Publicada em 14/02/2017 às 16h26.
Senado aprova em primeiro turno PEC que viabiliza prática da vaquejada
PEC estabelece que 'não são cruéis as práticas desportivas que utilizem animais, desde que sejam manifestações culturais'.


O plenário do Senado aprovou nesta terça-feira (14), em primeiro turno, por 55 votos a 8 (e 3 abstenções), uma proposta de emenda à Constituição (PEC) que viabiliza a prática da vaquejada - entenda mais abaixo a polêmica em torno do assunto.


A PEC estabelece que "não são cruéis as práticas desportivas que utilizem animais, desde que sejam manifestações culturais".


Com a aprovação do projeto em primeiro turno, o texto agora deverá ser analisado em segundo turno para, então, seguir para votação na Câmara, onde também deverá ser discutido em dois turnos.


Por se tratar de uma emenda à Constituição, a PEC precisa ter o apoio de, pelo menos, três quintos dos parlamentares (49 senadores e 308 deputados).


 

Entenda a polêmica

 

Em outrubo do ano passado, o STF derrubou uma lei do Ceará que regulamentava esse tipo de prática por entender que a atividade impõe sofrimento aos animais e fere os princípios constitucionais de preservação do meio ambiente.


Na vaquejada, um boi é solto em uma pista e dois vaqueiros, montados em cavalos, tentam derrubar o animal pelo rabo.


Diante da decisão do Supremo, o Congresso aprovou, um mês depois, uma lei que tornou a vaquejada manifestação cultural nacional e patrimônio cultural imaterial. Ainda em novembro de 2016, o presidente Michel Temer sancionou a lei.

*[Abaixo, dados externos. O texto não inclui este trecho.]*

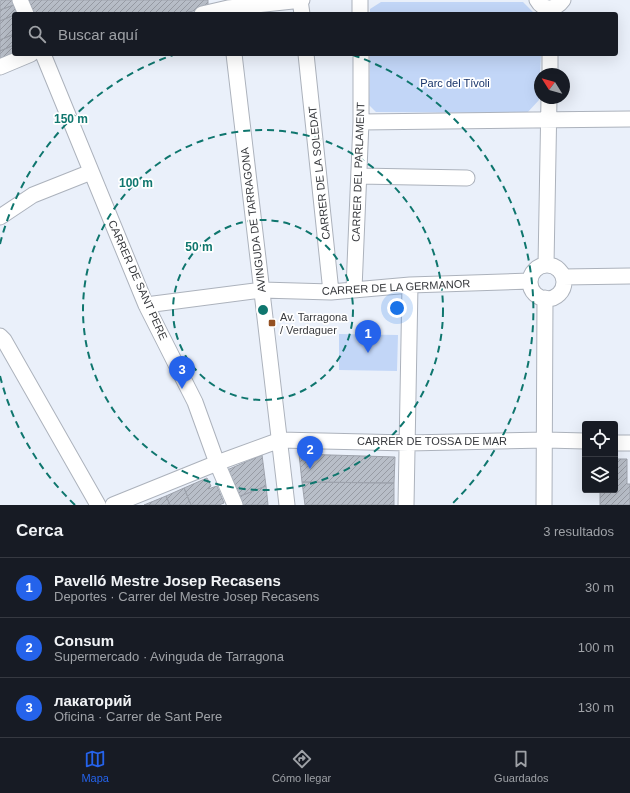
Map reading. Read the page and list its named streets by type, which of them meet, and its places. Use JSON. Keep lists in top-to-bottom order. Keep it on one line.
{"streets":{"street":["CARRER DEL PARLAMENT","CARRER DE LA SOLEDAT","AVINGUDA DE TARRAGONA","CARRER DE SANT PERE","CARRER DE LA GERMANOR","CARRER DE TOSSA DE MAR"]},"crossings":[["CARRER DEL PARLAMENT","CARRER DE LA GERMANOR"],["CARRER DE LA SOLEDAT","CARRER DE LA GERMANOR"],["AVINGUDA DE TARRAGONA","CARRER DE LA GERMANOR"],["AVINGUDA DE TARRAGONA","CARRER DE TOSSA DE MAR"],["CARRER DE SANT PERE","CARRER DE LA GERMANOR"]],"parks":["Parc del Tívoli"],"places":{"transit":["Av. Tarragona / Verdaguer"]},"north":"top left","page":{"search":"Buscar aquí","pins":["1","3","2"],"heading":["Cerca","3 resultados"],"list":[{"mark":"1","name":"Pavelló Mestre Josep Recasens","note":"Deportes · Carrer del Mestre Josep Recasens","value":"30 m"},{"mark":"2","name":"Consum","note":"Supermercado · Avinguda de Tarragona","value":"100 m"},{"mark":"3","name":"лакаторий","note":"Oficina · Carrer de Sant Pere","value":"130 m"}],"nav":["Mapa","Cómo llegar","Guardados"]},"rings":["150 m","100 m","50 m"]}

Portanto, se o Senado e a Câmara aprovarem a PEC, a levando à promulgação, a vaquejada e o rodeio estarão assegurados pela Constituição.


 

Os argumentos

 

Os defensores da PEC aprovada em primeiro turno nesta terça, entre os quais o presidente do Senado, Eunício Oliveira (PMDB-CE), argumentam que a prática faz parte da cultura nordestina e movimenta R$ 600 milhões por ano, além de gerar 120 mil empregos diretos.

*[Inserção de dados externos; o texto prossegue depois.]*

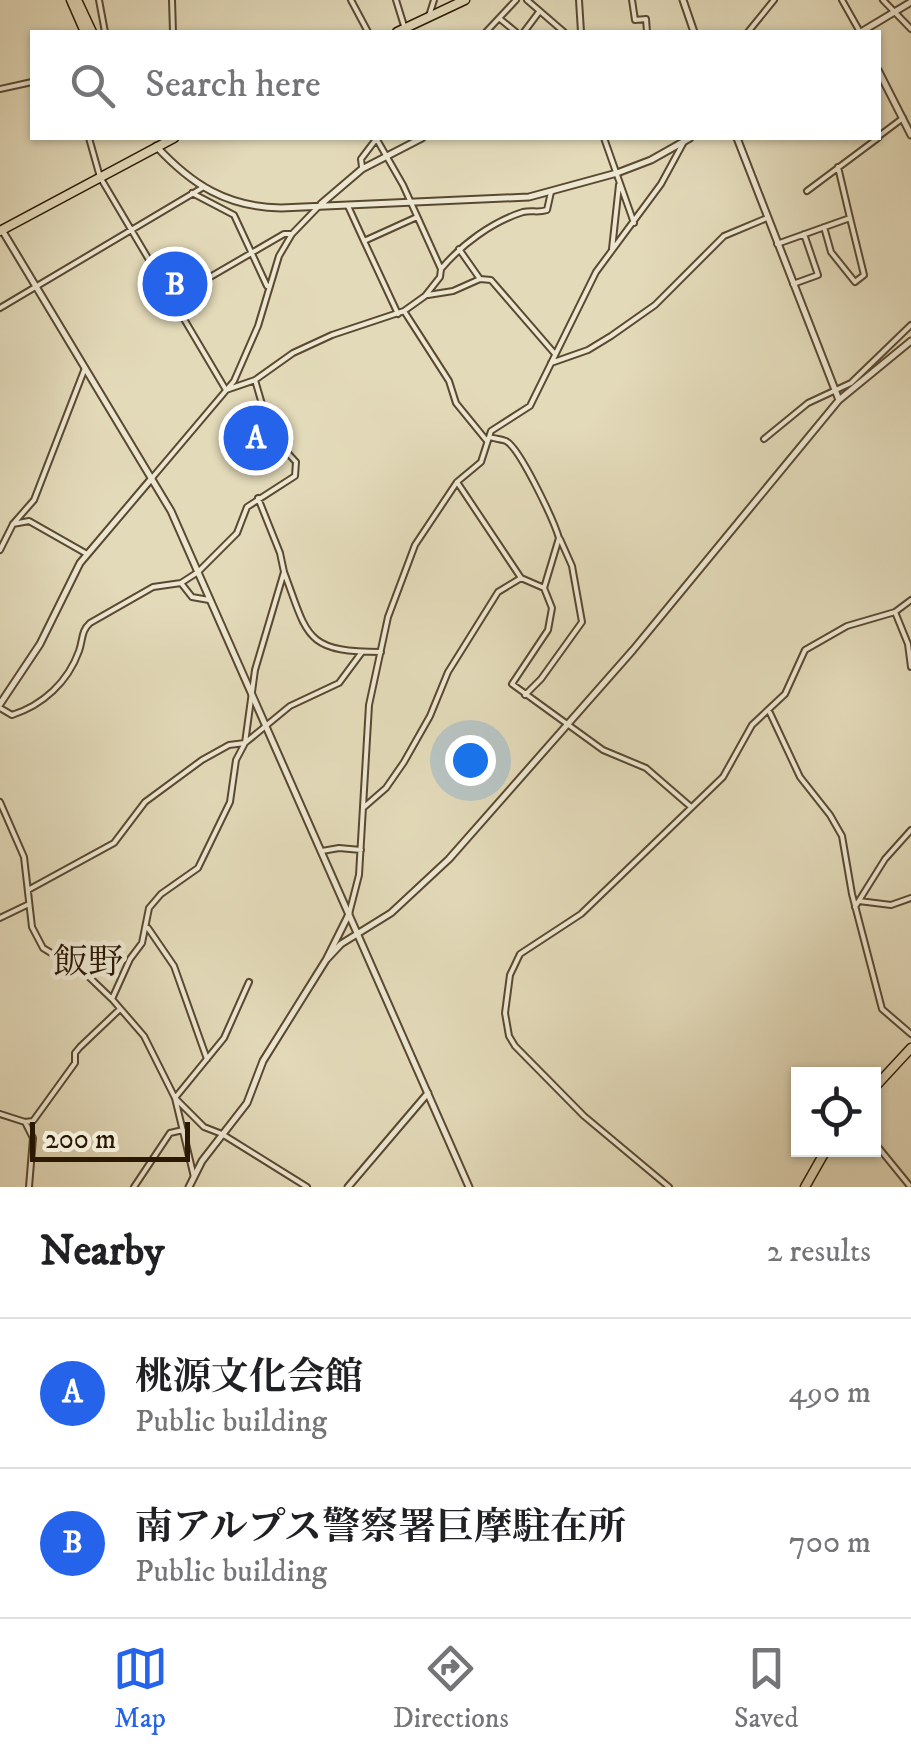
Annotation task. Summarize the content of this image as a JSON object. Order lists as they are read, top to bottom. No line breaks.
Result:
{"districts":["飯野"],"scale_bar":"200 m","page":{"search":"Search here","pins":["B","A"],"scale":"200 m","heading":["Nearby","2 results"],"list":[{"mark":"A","name":"桃源文化会館","note":"Public building","value":"490 m"},{"mark":"B","name":"南アルプス警察署巨摩駐在所","note":"Public building","value":"700 m"}],"nav":["Map","Directions","Saved"]}}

"No caso do rodeio e da vaquejada, manifesta-se a cultura do local, por meio das habilidades demonstradas pelo peão, das vestimentas utilizadas, da narração do evento, da música, das comidas e bebidas típicas e busca-se, cada vez mais, preservar a integridade dos animais", defendeu o relator da proposta, José Maranhão (PMDB-PB).


"Precisamos derrubar algo que é muito pior do que derrubar um boi. Precisamos derrubar o preconceito contra a cultura nordestina", acrescentou Roberto Muniz (PP-BA).

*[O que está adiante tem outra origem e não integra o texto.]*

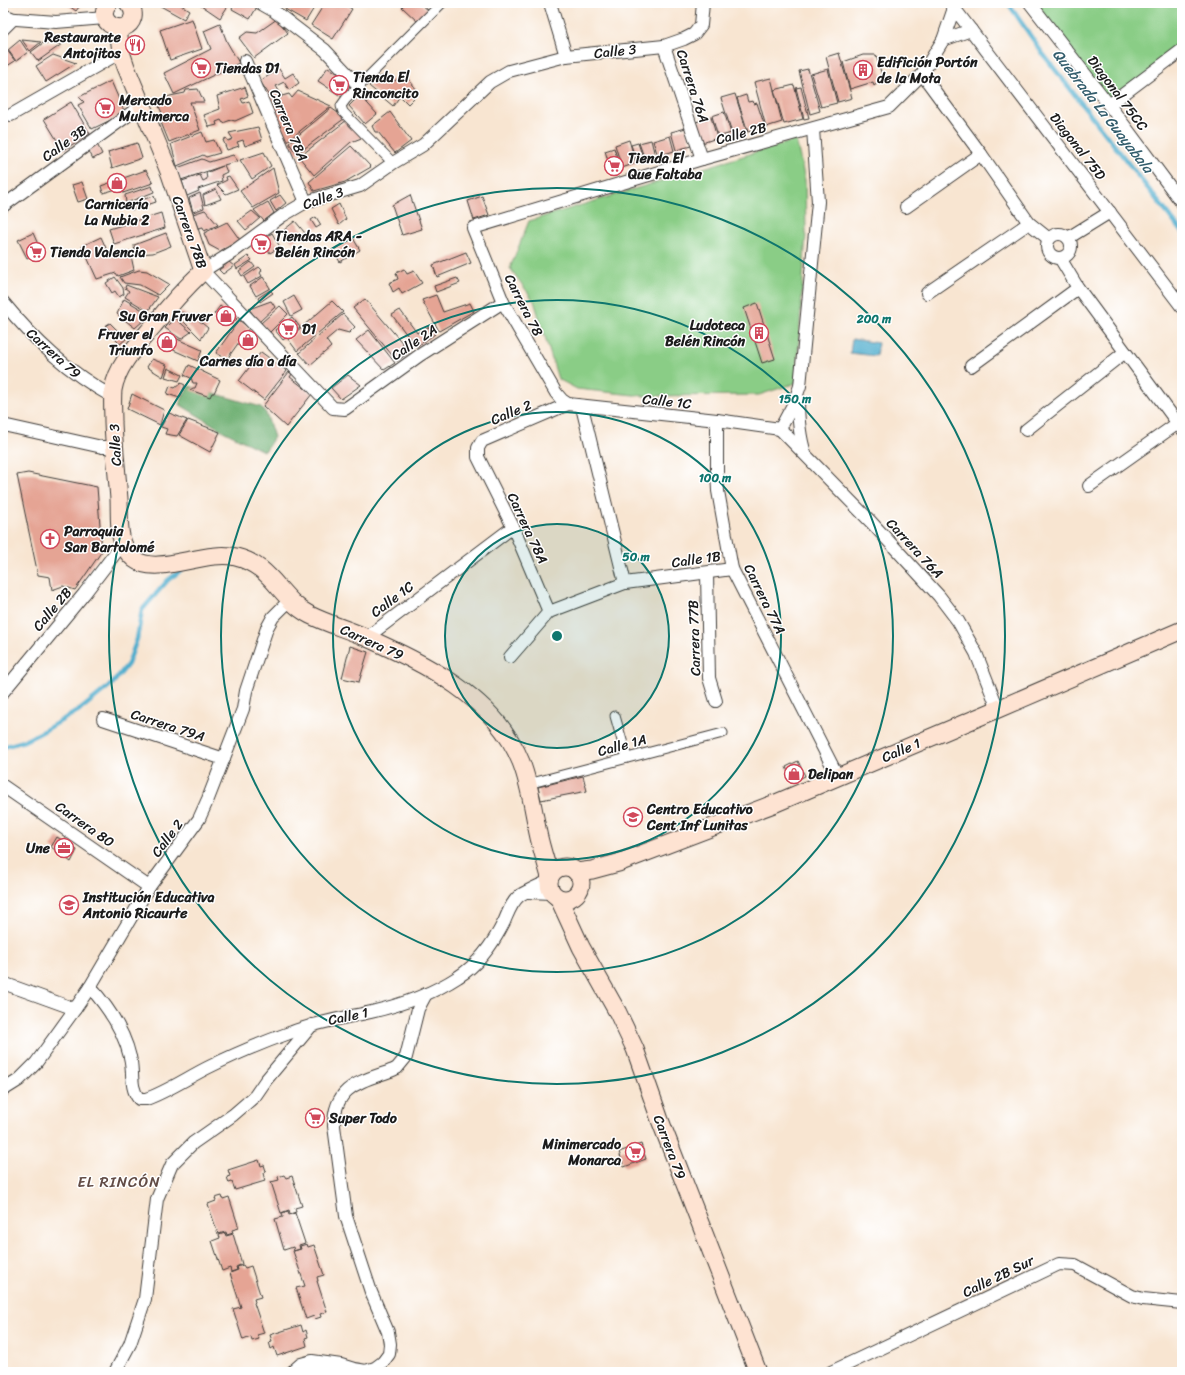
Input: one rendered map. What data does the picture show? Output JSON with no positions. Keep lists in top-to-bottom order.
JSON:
{
  "streets": {
    "main road": [
      "Calle 3",
      "Carrera 78B",
      "Carrera 79",
      "Calle 1"
    ],
    "street": [
      "Carrera 76A",
      "Diagonal 75CC",
      "Carrera 78A",
      "Calle 2B",
      "Calle 3B",
      "Diagonal 75D",
      "Carrera 78",
      "Calle 2A",
      "Calle 1C",
      "Calle 2",
      "Calle 1B",
      "Carrera 77A",
      "Carrera 77B",
      "Carrera 79A",
      "Calle 1A",
      "Carrera 80",
      "Calle 2B Sur"
    ]
  },
  "crossings": [
    ["Calle 3", "Carrera 76A"],
    ["Calle 3", "Carrera 78A"],
    ["Calle 3", "Calle 2B"],
    ["Calle 3", "Carrera 78B"],
    ["Calle 3", "Carrera 79"],
    ["Carrera 76A", "Calle 2B"],
    ["Carrera 76A", "Calle 1C"],
    ["Carrera 76A", "Calle 1"],
    ["Carrera 78A", "Calle 1C"],
    ["Carrera 78A", "Calle 2"],
    ["Carrera 78A", "Calle 1B"],
    ["Calle 2B", "Diagonal 75D"],
    ["Calle 2B", "Carrera 78"],
    ["Calle 2B", "Carrera 79"],
    ["Calle 3B", "Carrera 78B"],
    ["Carrera 78B", "Calle 2A"],
    ["Carrera 78", "Calle 2A"],
    ["Carrera 78", "Calle 1C"],
    ["Carrera 78", "Calle 2"],
    ["Carrera 79", "Calle 1C"],
    ["Carrera 79", "Calle 2"],
    ["Carrera 79", "Calle 1A"],
    ["Carrera 79", "Calle 1"],
    ["Calle 1C", "Calle 2"],
    ["Calle 1C", "Carrera 77A"],
    ["Calle 2", "Carrera 79A"],
    ["Calle 2", "Calle 1"],
    ["Calle 2", "Carrera 80"],
    ["Calle 1B", "Carrera 77A"],
    ["Calle 1B", "Carrera 77B"],
    ["Carrera 77A", "Calle 1"]
  ],
  "districts": ["EL RINCÓN"],
  "water": ["Quebrada La Guayabala"],
  "places": {
    "restaurant": ["Restaurante Antojitos"],
    "supermarket": [
      "Tiendas D1",
      "Tienda El Rinconcito",
      "Mercado Multimerca",
      "Tienda El Que Faltaba",
      "Tiendas ARA - Belén Rincón",
      "Tienda Valencia",
      "D1",
      "Super Todo",
      "Minimercado Monarca"
    ],
    "building": ["Edifición Portón de la Mota", "Ludoteca Belén Rincón"],
    "shop": [
      "Carnicería La Nubia 2",
      "Su Gran Fruver",
      "Carnes día a día",
      "Fruver el Triunfo",
      "Delipan"
    ],
    "church": ["Parroquia San Bartolomé"],
    "school or university": ["Centro Educativo Cent Inf Lunitas", "Institución Educativa Antonio Ricaurte"],
    "office": ["Une"]
  },
  "rings": [
    "200 m",
    "150 m",
    "100 m",
    "50 m"
  ]
}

Por outro lado, senadores contrários ao texto, como a líder do PT, Gleisi Hoffmann (PR), dizem que a vaquejada é cruel aos animais.


"Se aprovarmos essa proposta, a Constituição vai dizer que manifestações culturais não causam dor aos animais, ainda que causem [...] Não é verdade que a vaquejada não causa nenhum prejuízo ao animal, causa problema de medula, nas articulações, arrancamento de rabo", disse a senadora. "Por que temos que nos divertir com a dor dos animais?", completou.


"É preciso distinguir o que é manifestação cultural e o que é prática reiterada de maus tratos a animais", declarou Randolfe Rodrigues (Rede-AP), contrário à proposta.


O texto aprovado em primeiro turno nesta terça também diz que as manifestações culturais envolvendo animais "devem ser regulamentadas em lei específica que assegure o bem-estar dos animais envolvidos".